Data extracts:
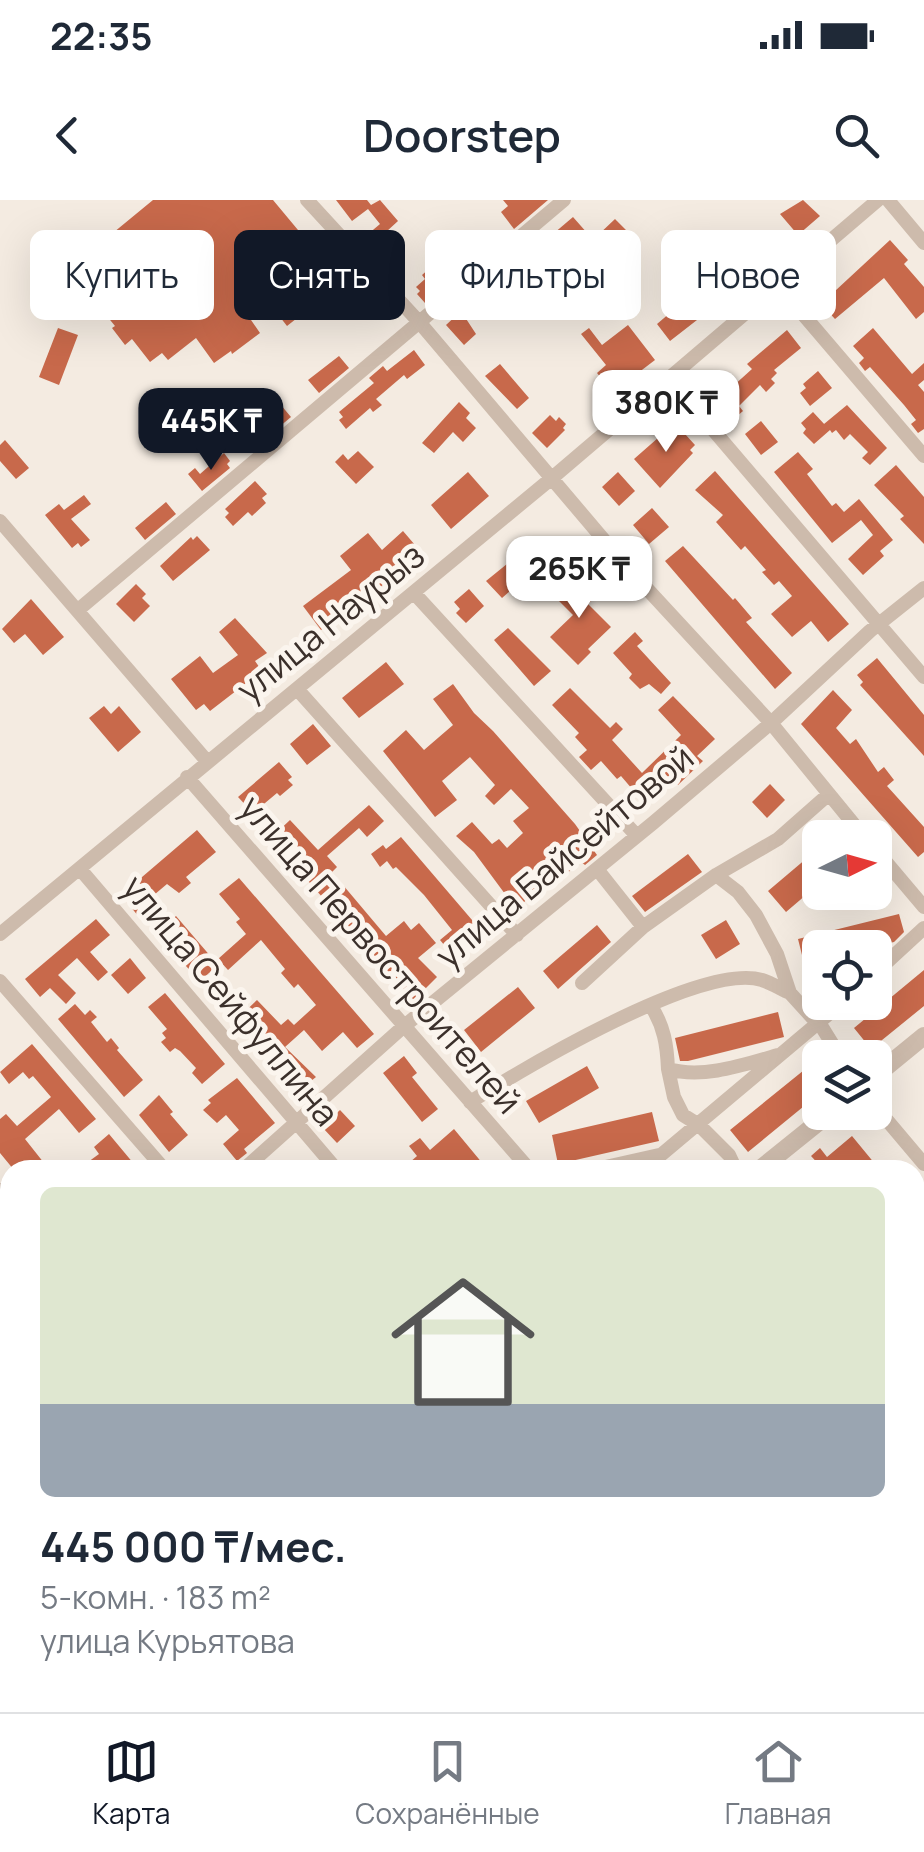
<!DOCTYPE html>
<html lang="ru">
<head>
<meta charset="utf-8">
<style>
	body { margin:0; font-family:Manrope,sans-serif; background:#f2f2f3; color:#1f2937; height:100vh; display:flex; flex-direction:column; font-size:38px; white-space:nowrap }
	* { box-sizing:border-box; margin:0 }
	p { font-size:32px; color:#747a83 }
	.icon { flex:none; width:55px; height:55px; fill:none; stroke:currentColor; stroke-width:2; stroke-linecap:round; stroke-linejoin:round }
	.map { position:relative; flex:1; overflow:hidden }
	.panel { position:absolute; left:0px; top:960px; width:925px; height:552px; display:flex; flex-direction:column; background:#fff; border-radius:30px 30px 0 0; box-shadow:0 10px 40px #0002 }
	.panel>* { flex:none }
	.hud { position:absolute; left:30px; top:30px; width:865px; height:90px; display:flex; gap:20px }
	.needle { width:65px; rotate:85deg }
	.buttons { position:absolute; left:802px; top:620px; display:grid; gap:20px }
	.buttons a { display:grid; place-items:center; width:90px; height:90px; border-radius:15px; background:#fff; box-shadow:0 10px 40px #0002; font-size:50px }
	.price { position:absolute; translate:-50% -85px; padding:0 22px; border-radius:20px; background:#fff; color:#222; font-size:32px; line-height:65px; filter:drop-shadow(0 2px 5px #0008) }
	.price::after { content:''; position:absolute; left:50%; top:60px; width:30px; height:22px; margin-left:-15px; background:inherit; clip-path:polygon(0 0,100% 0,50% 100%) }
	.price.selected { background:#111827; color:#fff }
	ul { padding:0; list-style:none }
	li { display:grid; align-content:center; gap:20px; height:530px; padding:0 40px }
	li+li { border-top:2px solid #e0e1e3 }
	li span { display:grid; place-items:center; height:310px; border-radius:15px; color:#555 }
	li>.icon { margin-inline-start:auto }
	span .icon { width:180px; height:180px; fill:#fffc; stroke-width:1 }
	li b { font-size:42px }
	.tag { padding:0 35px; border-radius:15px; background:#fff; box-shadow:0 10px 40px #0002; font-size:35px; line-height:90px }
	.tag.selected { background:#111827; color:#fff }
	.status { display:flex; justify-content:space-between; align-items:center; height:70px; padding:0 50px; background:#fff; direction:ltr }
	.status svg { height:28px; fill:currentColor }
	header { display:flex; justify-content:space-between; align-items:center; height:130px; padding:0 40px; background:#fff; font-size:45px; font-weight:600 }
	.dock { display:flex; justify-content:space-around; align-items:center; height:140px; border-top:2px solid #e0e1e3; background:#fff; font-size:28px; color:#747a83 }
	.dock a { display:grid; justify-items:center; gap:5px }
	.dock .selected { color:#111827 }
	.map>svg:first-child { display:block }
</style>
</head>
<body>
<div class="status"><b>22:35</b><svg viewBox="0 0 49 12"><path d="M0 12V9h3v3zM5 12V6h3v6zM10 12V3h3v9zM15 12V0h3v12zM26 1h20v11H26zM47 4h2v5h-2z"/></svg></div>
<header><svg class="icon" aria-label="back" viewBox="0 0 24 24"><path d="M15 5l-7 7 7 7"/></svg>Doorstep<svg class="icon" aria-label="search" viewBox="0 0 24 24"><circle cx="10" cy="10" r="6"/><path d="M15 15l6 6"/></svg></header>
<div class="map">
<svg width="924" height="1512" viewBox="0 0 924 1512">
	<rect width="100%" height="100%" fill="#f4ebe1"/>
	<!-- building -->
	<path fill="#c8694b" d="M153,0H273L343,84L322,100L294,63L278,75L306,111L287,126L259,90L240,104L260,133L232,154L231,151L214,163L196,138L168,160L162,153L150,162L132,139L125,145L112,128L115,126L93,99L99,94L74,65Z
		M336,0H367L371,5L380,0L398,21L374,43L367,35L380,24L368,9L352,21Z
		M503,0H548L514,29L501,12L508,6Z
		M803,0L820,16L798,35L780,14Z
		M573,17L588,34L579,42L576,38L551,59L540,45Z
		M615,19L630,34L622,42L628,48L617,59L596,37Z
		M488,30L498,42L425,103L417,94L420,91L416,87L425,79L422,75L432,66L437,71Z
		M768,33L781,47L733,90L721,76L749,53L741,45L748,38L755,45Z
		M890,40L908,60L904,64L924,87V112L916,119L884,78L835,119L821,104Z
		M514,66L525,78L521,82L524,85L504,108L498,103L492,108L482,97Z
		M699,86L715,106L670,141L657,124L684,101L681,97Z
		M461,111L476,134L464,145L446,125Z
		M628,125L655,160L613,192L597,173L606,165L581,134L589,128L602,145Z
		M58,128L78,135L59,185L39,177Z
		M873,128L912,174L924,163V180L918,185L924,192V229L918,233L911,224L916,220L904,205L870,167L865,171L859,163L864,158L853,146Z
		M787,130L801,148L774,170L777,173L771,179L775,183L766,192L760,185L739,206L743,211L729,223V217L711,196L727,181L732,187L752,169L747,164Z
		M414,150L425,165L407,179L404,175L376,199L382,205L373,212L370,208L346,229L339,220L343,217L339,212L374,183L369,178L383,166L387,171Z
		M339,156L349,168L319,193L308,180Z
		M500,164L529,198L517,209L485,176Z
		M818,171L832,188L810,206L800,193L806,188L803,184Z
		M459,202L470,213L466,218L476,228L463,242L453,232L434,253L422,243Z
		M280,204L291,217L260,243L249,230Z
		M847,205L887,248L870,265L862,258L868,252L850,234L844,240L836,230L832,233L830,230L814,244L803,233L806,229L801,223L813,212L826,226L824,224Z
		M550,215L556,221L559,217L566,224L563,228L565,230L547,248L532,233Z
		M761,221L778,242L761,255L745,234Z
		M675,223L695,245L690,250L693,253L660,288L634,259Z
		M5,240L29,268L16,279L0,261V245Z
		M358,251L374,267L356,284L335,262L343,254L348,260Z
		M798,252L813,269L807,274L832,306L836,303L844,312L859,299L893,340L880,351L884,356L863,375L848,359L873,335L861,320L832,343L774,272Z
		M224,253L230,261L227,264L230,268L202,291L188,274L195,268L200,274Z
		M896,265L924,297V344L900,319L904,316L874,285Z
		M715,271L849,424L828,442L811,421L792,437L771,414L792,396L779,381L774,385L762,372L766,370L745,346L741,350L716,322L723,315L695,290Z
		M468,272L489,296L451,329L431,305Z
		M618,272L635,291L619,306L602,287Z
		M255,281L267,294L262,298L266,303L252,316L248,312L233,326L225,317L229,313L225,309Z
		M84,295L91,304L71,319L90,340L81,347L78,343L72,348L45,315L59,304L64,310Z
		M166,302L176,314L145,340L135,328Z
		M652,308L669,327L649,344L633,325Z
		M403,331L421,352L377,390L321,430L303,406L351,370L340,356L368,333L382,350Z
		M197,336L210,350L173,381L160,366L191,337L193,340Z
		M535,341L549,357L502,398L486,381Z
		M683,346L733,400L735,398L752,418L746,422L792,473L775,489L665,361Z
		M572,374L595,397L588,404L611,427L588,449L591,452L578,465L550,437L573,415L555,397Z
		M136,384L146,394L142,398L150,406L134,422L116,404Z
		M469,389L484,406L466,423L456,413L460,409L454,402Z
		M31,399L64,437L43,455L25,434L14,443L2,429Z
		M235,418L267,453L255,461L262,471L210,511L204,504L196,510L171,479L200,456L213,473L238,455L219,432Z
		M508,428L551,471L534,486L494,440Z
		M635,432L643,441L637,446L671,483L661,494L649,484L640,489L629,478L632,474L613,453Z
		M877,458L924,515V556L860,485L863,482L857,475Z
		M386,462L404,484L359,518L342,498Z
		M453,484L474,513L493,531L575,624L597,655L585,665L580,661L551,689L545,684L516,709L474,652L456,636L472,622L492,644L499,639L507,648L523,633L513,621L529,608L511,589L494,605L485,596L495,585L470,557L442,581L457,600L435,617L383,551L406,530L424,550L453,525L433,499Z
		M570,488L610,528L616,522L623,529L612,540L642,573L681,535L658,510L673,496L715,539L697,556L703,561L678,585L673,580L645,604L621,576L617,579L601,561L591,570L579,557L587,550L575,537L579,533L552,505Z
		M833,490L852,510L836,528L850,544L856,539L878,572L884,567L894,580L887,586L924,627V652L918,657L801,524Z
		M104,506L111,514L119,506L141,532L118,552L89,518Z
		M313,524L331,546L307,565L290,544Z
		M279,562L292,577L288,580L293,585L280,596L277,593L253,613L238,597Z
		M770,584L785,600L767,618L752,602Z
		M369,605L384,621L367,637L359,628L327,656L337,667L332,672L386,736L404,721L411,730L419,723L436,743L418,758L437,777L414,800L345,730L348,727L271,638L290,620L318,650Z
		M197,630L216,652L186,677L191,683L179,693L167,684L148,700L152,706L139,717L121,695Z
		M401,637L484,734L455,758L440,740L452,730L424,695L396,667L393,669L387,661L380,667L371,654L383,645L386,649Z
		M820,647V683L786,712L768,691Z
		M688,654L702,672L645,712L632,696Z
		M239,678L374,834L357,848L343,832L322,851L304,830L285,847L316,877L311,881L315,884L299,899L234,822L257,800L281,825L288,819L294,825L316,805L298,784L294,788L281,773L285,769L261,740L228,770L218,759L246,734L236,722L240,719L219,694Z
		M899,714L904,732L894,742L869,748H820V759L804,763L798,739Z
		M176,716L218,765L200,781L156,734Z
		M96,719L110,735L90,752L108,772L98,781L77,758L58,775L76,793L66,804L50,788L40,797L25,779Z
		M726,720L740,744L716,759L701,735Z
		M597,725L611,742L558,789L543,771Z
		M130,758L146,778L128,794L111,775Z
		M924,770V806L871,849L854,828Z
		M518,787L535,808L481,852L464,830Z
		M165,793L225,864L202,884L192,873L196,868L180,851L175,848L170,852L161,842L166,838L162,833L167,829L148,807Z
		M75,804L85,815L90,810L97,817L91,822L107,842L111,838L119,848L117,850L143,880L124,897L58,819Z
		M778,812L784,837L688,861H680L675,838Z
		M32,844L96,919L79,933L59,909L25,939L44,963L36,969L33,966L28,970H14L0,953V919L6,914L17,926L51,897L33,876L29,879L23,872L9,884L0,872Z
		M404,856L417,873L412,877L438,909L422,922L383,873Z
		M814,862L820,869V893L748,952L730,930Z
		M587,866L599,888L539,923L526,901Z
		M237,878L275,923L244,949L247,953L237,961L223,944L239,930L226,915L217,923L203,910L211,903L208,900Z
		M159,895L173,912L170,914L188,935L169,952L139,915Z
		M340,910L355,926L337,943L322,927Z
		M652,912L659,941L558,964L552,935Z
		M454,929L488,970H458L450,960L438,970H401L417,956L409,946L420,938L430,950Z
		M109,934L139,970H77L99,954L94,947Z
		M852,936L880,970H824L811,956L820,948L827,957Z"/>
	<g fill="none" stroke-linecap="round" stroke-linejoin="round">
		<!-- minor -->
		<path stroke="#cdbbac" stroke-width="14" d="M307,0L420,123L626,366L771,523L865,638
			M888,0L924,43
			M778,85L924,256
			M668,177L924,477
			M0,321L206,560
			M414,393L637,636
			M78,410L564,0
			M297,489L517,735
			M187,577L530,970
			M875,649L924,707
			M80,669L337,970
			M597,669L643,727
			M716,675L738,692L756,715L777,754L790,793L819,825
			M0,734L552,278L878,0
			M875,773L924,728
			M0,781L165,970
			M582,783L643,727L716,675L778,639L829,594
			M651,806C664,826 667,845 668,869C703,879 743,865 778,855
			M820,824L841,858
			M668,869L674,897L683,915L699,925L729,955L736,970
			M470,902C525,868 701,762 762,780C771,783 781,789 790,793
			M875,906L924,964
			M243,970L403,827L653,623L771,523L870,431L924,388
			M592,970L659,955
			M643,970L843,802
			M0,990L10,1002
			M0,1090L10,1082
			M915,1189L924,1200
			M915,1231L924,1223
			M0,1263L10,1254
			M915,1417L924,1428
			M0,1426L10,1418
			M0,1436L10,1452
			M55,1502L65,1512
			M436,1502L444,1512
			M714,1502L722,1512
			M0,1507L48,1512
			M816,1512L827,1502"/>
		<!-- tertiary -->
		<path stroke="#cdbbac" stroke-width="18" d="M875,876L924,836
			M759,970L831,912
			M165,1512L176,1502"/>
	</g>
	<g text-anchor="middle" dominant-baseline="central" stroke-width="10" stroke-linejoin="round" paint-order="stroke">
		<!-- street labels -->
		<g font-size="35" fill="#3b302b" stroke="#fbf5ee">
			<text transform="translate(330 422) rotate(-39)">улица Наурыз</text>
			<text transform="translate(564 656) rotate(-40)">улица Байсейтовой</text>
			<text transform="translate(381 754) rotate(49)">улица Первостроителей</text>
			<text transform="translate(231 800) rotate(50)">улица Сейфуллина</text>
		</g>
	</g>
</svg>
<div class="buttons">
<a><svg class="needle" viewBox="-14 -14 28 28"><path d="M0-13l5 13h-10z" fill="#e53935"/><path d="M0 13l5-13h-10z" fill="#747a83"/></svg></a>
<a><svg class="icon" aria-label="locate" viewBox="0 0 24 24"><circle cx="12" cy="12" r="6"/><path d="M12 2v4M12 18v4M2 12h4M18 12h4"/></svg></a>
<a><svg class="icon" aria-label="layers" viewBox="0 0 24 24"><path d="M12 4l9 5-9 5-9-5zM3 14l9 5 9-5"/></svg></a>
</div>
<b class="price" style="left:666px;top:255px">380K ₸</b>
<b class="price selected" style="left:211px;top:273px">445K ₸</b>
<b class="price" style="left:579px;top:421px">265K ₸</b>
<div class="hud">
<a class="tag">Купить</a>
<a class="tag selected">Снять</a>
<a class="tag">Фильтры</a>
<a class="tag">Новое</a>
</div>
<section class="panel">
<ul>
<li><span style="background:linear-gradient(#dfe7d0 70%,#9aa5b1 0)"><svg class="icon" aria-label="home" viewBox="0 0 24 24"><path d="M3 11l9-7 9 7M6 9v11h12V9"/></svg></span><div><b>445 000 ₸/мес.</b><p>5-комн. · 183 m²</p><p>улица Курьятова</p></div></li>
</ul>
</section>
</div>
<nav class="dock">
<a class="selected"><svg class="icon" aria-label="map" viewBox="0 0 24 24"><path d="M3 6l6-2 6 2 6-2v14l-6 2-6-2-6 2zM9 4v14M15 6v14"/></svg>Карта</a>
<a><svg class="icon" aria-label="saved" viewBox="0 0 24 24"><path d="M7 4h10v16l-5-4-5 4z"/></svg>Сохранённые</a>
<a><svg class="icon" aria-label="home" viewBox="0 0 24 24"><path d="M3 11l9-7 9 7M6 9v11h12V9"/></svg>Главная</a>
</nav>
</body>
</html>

What to do: Copy each line from the data that features the string "place".

Expected output:
	.buttons a { display:grid; place-items:center; width:90px; height:90px; border-radius:15px; background:#fff; box-shadow:0 10px 40px #0002; font-size:50px }
	li span { display:grid; place-items:center; height:310px; border-radius:15px; color:#555 }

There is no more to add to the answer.